Fannie Farmer’s first cookbook, a revised version of Mrs. Lincoln’s The Boston Cooking-School Cookbook, was published in 1896 and is still in print today. It was based on recipes from Mrs. Lincoln’s school, without giving credit to Lincoln. Farmer’s edit was concise and straightforward, with full scope. Its selling point was how food science was mixed with appealing recipes. The Farmer’s Book formed a systematic overview of the kitchen. The Boston Cooking-School cookbook left, without a doubt, Fannie Farmer a woman of generous means. Because the publisher was concerned about embarking on a business venture conceived by a woman, they insisted that she pay all initial printing costs. Because of this one-sided attitude, Farmer ended up retaining the copyrights and profits and was in the position, if she wanted to, to make some men very uncomfortable for doubting her business acumen.

In 1902 Farmer quit his job so he could open Miss Farmer’s Cooking School. Here she placed more emphasis on teaching housewives and society matrons. Its new goal was to focus on healthy eating for the sick and chronically ill or disabled patients. Farmer was involved in training dietitians and hospital nurses and regularly lectured at Harvard Medical School. Farmer also published, in 1904, what she considered her magnus corpus: Food and Cooking for the Sick and Convalescent. The topics she covered here ranged from breastfeeding infants to drinking alcohol to a treatise on diabetes, all the while cajoling her readers into making cute food presentations for the sick: serve a heart-shaped bread and butter sandwich on a delicate flower platter rather than casually tossing a piece of bread and a scoop of butter. She felt that the aesthetics helped the patient recover faster.

During the remaining years of his life, Farmer continued to lecture around the country. Towards the end, she suffered two more strokes and was forced back into her wheelchair. She lectured until ten days before her death (January 15, 1915). Her school continued to flourish under the direction of Alice Bradley, until it closed in 1944.

If for nothing else, Fannie Merritt Farmer was revered by millions for her innovations in the way a recipe was written. She standardized the size of the measurements so that a cup is always a cup, regardless of the substance being measured. This brought a lot more precision so that theoretically the recipe could be duplicated every time without all the guesswork that was expected, that little element of surprise! Her successes have led the public to call her the “mother of level measurements” or “the pioneer of the modern recipe”.
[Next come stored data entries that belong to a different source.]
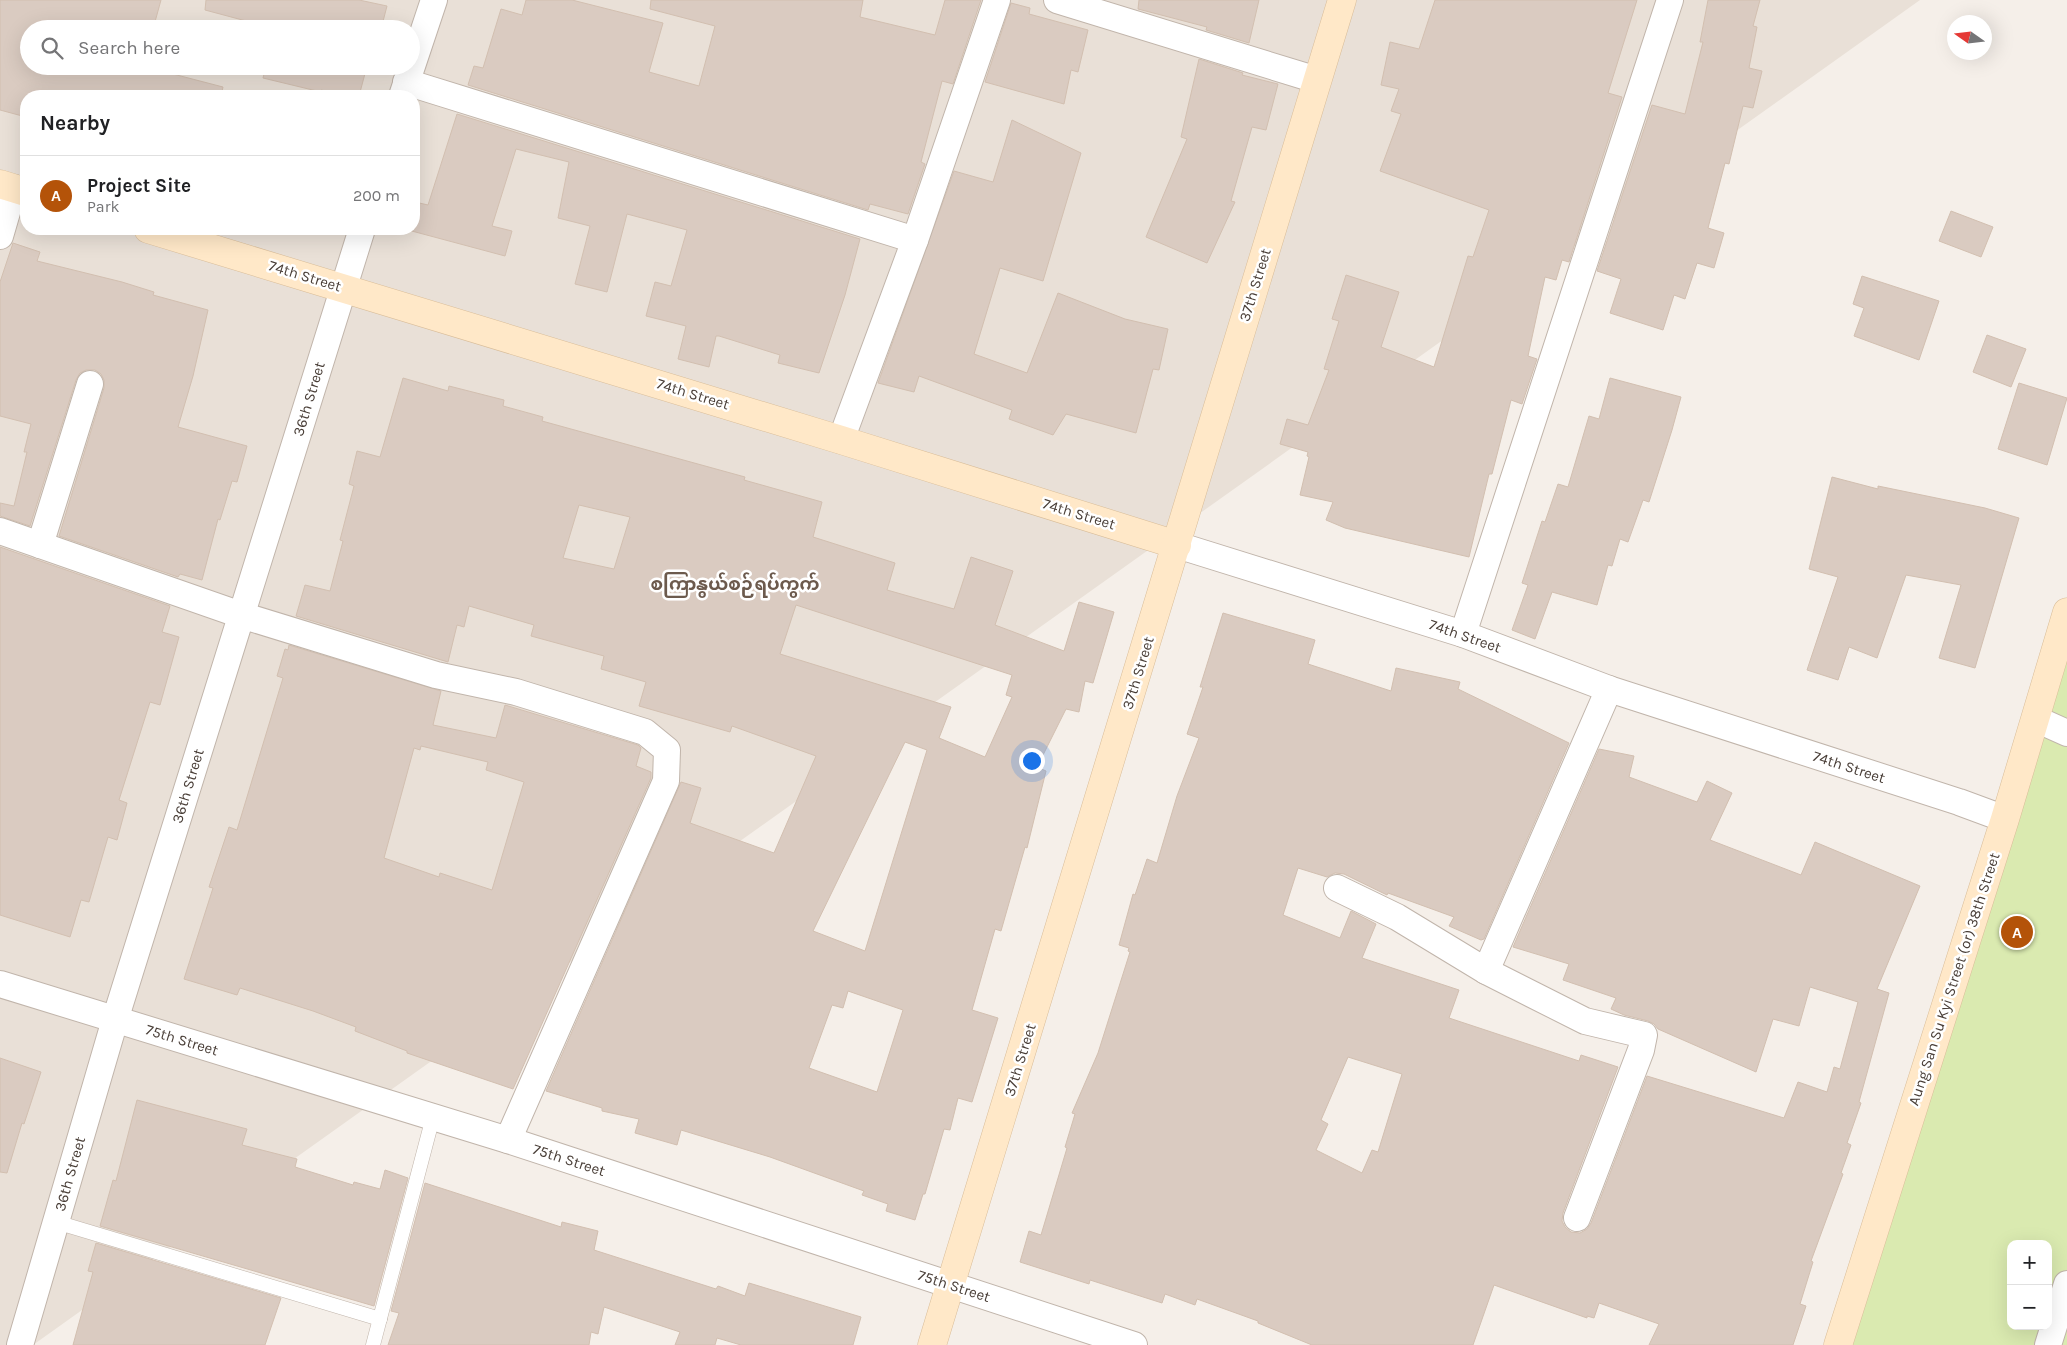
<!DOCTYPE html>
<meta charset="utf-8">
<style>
:root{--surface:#fff;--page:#f6f6f6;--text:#202124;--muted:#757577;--line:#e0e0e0;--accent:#b45309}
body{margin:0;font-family:Karla,"Noto Sans Myanmar",sans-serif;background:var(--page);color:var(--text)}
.controls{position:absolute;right:15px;bottom:15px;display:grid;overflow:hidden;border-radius:10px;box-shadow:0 5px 20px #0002}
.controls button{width:45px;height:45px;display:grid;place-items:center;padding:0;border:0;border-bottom:1px solid var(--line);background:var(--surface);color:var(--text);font:25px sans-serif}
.compass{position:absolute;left:1947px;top:15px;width:45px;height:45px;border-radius:50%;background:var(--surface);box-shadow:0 5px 20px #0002;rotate:284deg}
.you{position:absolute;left:1031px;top:760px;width:18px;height:18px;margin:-12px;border:4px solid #fff;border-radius:50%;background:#1a73e8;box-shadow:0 0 0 8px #1a73e833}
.badge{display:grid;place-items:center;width:32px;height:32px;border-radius:50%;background:var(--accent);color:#fff;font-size:16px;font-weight:700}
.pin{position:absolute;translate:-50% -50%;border:2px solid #fff;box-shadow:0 1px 5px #0006}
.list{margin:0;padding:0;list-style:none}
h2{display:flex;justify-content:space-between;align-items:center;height:65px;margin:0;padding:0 20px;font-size:21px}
h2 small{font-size:16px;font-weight:400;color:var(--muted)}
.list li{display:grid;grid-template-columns:32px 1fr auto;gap:15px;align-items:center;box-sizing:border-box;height:80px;padding:0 20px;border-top:1px solid var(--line)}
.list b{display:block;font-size:19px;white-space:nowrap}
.list p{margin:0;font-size:16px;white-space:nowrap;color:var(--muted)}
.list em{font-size:16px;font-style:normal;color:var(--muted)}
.icon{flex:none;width:28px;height:28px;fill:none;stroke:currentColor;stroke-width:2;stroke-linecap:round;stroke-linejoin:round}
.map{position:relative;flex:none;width:2067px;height:1345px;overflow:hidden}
.search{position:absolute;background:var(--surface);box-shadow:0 5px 20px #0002;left:20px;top:20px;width:400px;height:55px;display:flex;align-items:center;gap:12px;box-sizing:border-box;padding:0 18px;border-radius:28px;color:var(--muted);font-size:19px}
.panel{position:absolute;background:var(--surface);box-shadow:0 5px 20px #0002;left:20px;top:90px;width:400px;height:145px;border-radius:20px}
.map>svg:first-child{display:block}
.residential{fill:#e9e0d7;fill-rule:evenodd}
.green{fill:#daeab0;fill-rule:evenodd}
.building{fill:#dacbc1;stroke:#d2bfb0;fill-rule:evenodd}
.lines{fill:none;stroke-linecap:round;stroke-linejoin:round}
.lane-casing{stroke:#c1b5ab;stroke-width:15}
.street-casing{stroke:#c1b5ab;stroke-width:28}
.secondary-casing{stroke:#d9bd99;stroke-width:29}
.lane{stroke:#fff;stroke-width:14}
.street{stroke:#fff;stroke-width:26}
.secondary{stroke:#ffe8c8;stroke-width:28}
.labels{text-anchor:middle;stroke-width:5;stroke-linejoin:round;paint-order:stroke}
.street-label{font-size:15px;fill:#493e37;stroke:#fff}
.quarter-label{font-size:18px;font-weight:bold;fill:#6c5a4d;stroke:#fff}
</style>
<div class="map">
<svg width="2067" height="1345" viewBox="0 0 2067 1345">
<rect width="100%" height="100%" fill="#f5efe9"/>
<path class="residential" d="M0,0H1920L33,1345H0ZM29,29H411V66H29ZM26,96H414V229H26Z"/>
<path class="green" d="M2067,619V1345H1839ZM2011,1244H2048V1326H2011Z"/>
<g class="building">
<polygon points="0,0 161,0 153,29 29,29 29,66 175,66 173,74 223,87 221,96 26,96 26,117 0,110"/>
<polygon points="206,0 359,0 387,6 381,29 276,29 205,10"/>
<polygon points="526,0 572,0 663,23 649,72 699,86 715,26 650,9 651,0 863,0 860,17 935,35 945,0 981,0 953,84 942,81 921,162 925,164 908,214 870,204 868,210 468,85 474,66 483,68 501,9 522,15"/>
<polygon points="1139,0 1259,0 1249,43 1206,30 1207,27 1138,9"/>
<polygon points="1435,0 1637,0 1608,93 1622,97 1569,262 1562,260 1556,280 1545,277 1528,356 1537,359 1522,404 1511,400 1492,474 1489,474 1469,557 1345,528 1326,520 1333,502 1300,495 1309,457 1307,456 1308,452 1280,444 1287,419 1308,425 1329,370 1324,369 1339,321 1332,319 1346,275 1399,292 1381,347 1434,367 1468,256 1473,257 1489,210 1380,171 1401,114 1391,111 1399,89 1381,85 1390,42 1419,49"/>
<polygon points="1708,0 1760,0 1753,26 1757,27 1749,68 1762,71 1753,108 1743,106 1729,164 1725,163 1708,228 1724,233 1714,268 1697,263 1685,299 1674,295 1663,330 1610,313 1621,279 1597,271 1652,105 1685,114 1703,42 1700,42"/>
<polygon points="1011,3 1030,8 1029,14 1088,30 1078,72 1071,70 1064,104 985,82"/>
<polygon points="1199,59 1243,73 1242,75 1278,84 1266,130 1252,127 1231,201 1235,202 1207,263 1146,237 1187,139 1181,137"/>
<polygon points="266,66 367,66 359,96 346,96 321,90 321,92 263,78"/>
<polygon points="457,114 860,239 845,295 819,373 778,363 780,355 719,336 716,336 709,367 678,359 686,326 646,316 655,282 671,286 687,230 627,214 607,292 575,284 590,226 558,218 569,162 516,149 492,226 512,231 505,256 408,230 414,229 415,202 428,205"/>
<polygon points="1012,120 1081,153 1043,281 1000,268 974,354 1027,373 1058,293 1125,319 1168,329 1159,370 1153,369 1136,433 1066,414 1053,435 1009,419 1012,410 919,376 914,392 878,383 954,171 993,182"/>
<polygon points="1951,211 1993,227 1981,257 1939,241"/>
<polygon points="13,243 40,252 37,261 122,282 154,292 153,295 208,310 193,376 178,427 247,446 237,482 232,481 220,520 218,519 202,580 180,574 178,577 59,536 104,388 104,380 101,374 95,370 86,370 80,373 76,380 30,526 0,516 0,503 14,506 27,452 24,452 31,424 0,416 0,282"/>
<polygon points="1862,276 1939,301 1919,360 1854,336 1864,308 1853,304"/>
<polygon points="1987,335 2026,349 2011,387 1973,372"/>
<path d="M403,378L448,391L449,386L504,400L503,406L543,417L542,421L745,477L744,480L822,502L813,537L895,563L887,590L954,609L971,557L1013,571L995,625L1064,651L1079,602L1114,612L1093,683L1085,681L1079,712L1066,709L1037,767L1046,771L1027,848L1025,847L1001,931L995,929L972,1010L998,1018L972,1102L958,1098L950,1130L944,1129L925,1194H923L915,1220L886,1211L888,1204L862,1195L864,1191L770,1157L681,1130L677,1145L635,1133L639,1119L602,1111V1108L546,1091L681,782L701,788L690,823L774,853L816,756L732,726L730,732L639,706L646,682L601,669L604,656L531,636L534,625L469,606L464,627L457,625L448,662L296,616L305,585L330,591L343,541L340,540L354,486L349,484L357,451L380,457ZM579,505L630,517L614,569L563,558ZM796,605L1012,675L1006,695L1012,697L985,757L939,738L951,707L780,654ZM905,742L927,750L865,951L813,931ZM848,991L903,1010L877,1092L809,1068L832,1005L843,1008Z"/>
<polygon points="1610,378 1681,397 1672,430 1649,502 1643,500 1628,542 1620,539 1612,566 1608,565 1597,605 1552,592 1535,639 1512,630 1528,585 1522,583 1542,521 1545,522 1558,484 1568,487 1589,416 1599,419"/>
<polygon points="2019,383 2067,398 2047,465 1998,449"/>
<polygon points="1832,477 1878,489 1878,486 1985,508 2019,518 1975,668 1939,658 1961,585 1906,575 1877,658 1849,647 1838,680 1807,670 1838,577 1809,569"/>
<polygon points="0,547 170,606 162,632 179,637 160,705 150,702 119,800 127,803 117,840 108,837 89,902 81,900 70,937 0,915"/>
<path d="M1223,613L1315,640L1308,664L1391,691L1396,668L1460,682L1458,689L1569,743L1484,939L1481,940L1449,926L1454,917L1388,893L1387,895L1344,874L1335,873L1327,877L1298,868L1283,915L1340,938L1351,911L1376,924L1362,958L1459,990L1449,1018L1579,1061L1581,1055L1618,1067L1563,1213L1562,1221L1565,1227L1571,1232L1580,1233L1587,1229L1591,1223L1647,1076L1784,1118L1798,1082L1827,1092L1834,1067L1840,1069L1858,1002L1810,987L1799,1026L1773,1019L1756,1072L1658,1029L1654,1024L1648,1021L1624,1015L1611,1009L1616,998L1563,980L1569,964L1513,947L1599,749L1634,756L1629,777L1697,802L1707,781L1732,793L1710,840L1801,875L1815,842L1920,886L1877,989L1889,993L1859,1102L1861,1103L1847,1143L1851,1145L1841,1173L1843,1174L1811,1261L1813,1262L1800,1304L1806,1306L1793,1345H1649L1659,1324L1599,1303L1594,1318L1587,1316V1318L1494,1285L1473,1345H1312L1258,1323V1321L1197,1299L1195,1305L1165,1294L1162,1303L1090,1280L1089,1284L1020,1262L1029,1231L1041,1235L1067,1148L1065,1147L1075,1114L1072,1113L1098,1053L1130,952L1128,951L1129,948L1119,945L1133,894L1135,895L1147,859L1157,863L1177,796L1199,738L1187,734L1203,687H1200ZM1348,1057L1402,1074L1378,1152L1372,1150L1362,1173L1316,1150L1328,1124L1321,1120Z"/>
<path d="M289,645L441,691L433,725L496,738L505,705L638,745L641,748L636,766L651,772V778L513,1089L407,1053V1051L355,1031L356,1027L313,1011L240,988L237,995L184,979L213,888L209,887L229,827L237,830L283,678L277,676L285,649L288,650ZM421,746L488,762L486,770L524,782L492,890L440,873L439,877L384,858L414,748L420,750Z"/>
<polygon points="0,1058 41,1072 24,1124 22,1123 7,1173 0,1172"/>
<polygon points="137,1100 247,1129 242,1145 297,1159 295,1167 353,1185 354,1182 380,1189 385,1170 408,1178 374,1306 100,1226 113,1180 116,1181"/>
<polygon points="425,1183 561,1227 562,1222 598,1231 594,1250 716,1289 718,1286 745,1296 749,1283 861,1317 853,1345 741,1345 717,1338 715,1345 675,1345 680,1332 604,1307 598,1334 591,1332 589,1345 388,1345 399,1313 391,1311"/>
<polygon points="96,1243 281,1298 265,1345 73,1345 93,1272 88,1271"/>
</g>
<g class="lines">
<g class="lane-casing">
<g id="lane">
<polyline points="56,1222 380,1319"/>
<polyline points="373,1345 433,1117"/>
</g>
</g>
<g class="street-casing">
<g id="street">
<polyline points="1057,0 1317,80"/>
<polyline points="406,82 915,240"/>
<polyline points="402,96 434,0"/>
<polyline points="0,236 14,188"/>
<polyline points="841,440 915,240 997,0"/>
<polyline points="0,531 241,615 436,675 516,692 645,732 667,750 666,781 508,1140"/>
<polyline points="40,545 90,384"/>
<polyline points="1177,545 1463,634 1609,689 1959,802 2005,819"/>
<polyline points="1463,634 1670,0"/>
<polyline points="2036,719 2067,733"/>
<polyline points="1337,888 1397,917 1486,971 1609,689"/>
<polyline points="1486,971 1585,1021 1644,1035 1641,1050 1577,1218"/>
<polyline points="0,984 508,1140 1134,1345"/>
<polyline points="20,1345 115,1020 362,229"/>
<polyline points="2048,1345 2067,1284"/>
</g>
</g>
<g class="secondary-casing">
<g id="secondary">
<polyline points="0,184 26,192"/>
<polyline points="148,229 841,440 1177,545"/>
<polyline points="932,1345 1342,0"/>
<polyline points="1838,1345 2005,819 2067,612"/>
</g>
</g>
<use href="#lane" class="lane"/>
<use href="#street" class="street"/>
<use href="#secondary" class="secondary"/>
</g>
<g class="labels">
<g class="street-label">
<text transform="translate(305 276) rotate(17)" y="5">74th Street</text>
<text transform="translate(1255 285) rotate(-73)" y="5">37th Street</text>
<text transform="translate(693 394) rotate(17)" y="5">74th Street</text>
<text transform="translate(309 399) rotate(-73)" y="5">36th Street</text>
<text transform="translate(1079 514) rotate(17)" y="5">74th Street</text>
<text transform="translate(1465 636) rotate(19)" y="5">74th Street</text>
<text transform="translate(1138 673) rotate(-73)" y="5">37th Street</text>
<text transform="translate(1849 767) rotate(18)" y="5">74th Street</text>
<text transform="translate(188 786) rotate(-73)" y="5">36th Street</text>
<text transform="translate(1954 979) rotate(-72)" y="5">Aung San Su Kyi Street (or) 38th Street</text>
<text transform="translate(182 1040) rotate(17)" y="5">75th Street</text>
<text transform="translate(1020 1060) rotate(-73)" y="5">37th Street</text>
<text transform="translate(569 1160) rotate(18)" y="5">75th Street</text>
<text transform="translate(70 1174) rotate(-74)" y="5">36th Street</text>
<text transform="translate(954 1286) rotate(18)" y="5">75th Street</text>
</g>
<g class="quarter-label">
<text x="735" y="590">စကြာနွယ်စဉ်ရပ်ကွက်</text>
</g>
</g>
</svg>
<div class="controls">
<button>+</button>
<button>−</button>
</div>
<svg class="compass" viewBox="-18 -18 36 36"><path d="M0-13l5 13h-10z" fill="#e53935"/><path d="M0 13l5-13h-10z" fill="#757577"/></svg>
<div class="you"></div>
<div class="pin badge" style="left:2017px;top:932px">A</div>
<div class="search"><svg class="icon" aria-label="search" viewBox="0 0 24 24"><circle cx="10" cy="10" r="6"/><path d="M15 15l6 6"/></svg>Search here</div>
<section class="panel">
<h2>Nearby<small></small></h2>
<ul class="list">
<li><span class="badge">A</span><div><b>Project Site</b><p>Park</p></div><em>200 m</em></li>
</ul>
</section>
</div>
NEXT: Lizzie Black Kander created the famous cookbook used for 100 years by all sections of American society. Originally written to teach newly arrived immigrants how to properly integrate into turn-of-the-century (20th) Milwaukee, these young women learned to do everything at home, from cooking to cleaning, in an equal way to that of an assimilated good. resident. From this book came the famous Milwaukee Settlement House and its even more renowned cookbook.